The Platte River in Hall County has risen from 3 ½ feet to 5 ¼ feet in the last 24 hours. The river is expected to crest in Hall County at nearly 6 ½ feet within the next 48 hours.
That is a full foot under the projected crest of 7 ½ feet made just a few days ago.
“Oh, one foot on the Platte River makes a huge amount of difference,” Jon Rosenlund, Emergency Management Director for Hall County, tells Nebraska Radio Network.
The previous projected crest prompted massive preparation in Hall County.
“We started 10 days ago when it was going through Sterling, Colorado and Julesburg, Colorado,” Rosenlund says. “We were looking at the depths and the problems that they had and anticipating the worse. We were really looking at record flooding.”
That hasn’t been the case and isn’t expected to be the case as the floodwaters flow from western Nebraska into the central part of the state on their way to eastern Nebraska.
Floodwaters first rolled into Deuel County, which reported damage only to the Total Truck Stop, which was cleaned up within 12 hours.
Little damage has been reported in Keith County.

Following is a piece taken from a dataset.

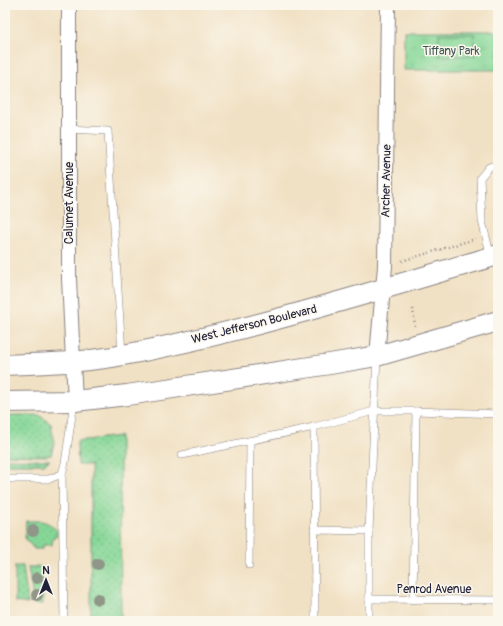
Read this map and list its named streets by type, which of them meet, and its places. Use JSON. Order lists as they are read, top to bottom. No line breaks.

More damage has been reported in Lincoln County where Emergency Management Director Dan Guenther tells state officials that floodwaters are retreating, leaving behind damage to roads and some silting.
“Where water got into homes and outbuildings, it’s going to be a stinking mess. There is property damage and loss. No communities have reported problems with their drinking water system, but people living in rural areas and operating private wells should have their water tested as a precaution,” Guenther says.
The West Central District Health Department has free water-testing kits available. Call 308-696-1201, or email email@example.com <mailto:firstname.lastname@example.org>.
Damage assessment will begin in the next few days in Lincoln County.
Dawson County reports flooding in the low-lying areas with the Platte River still running fast and wide.
Rosenlund anticipates a similar outcome in Hall County.
“I think we’ll see flooding and water running into those pastures and areas immediately adjacent to the river, but nothing that’s going to cause anyone any great concern.”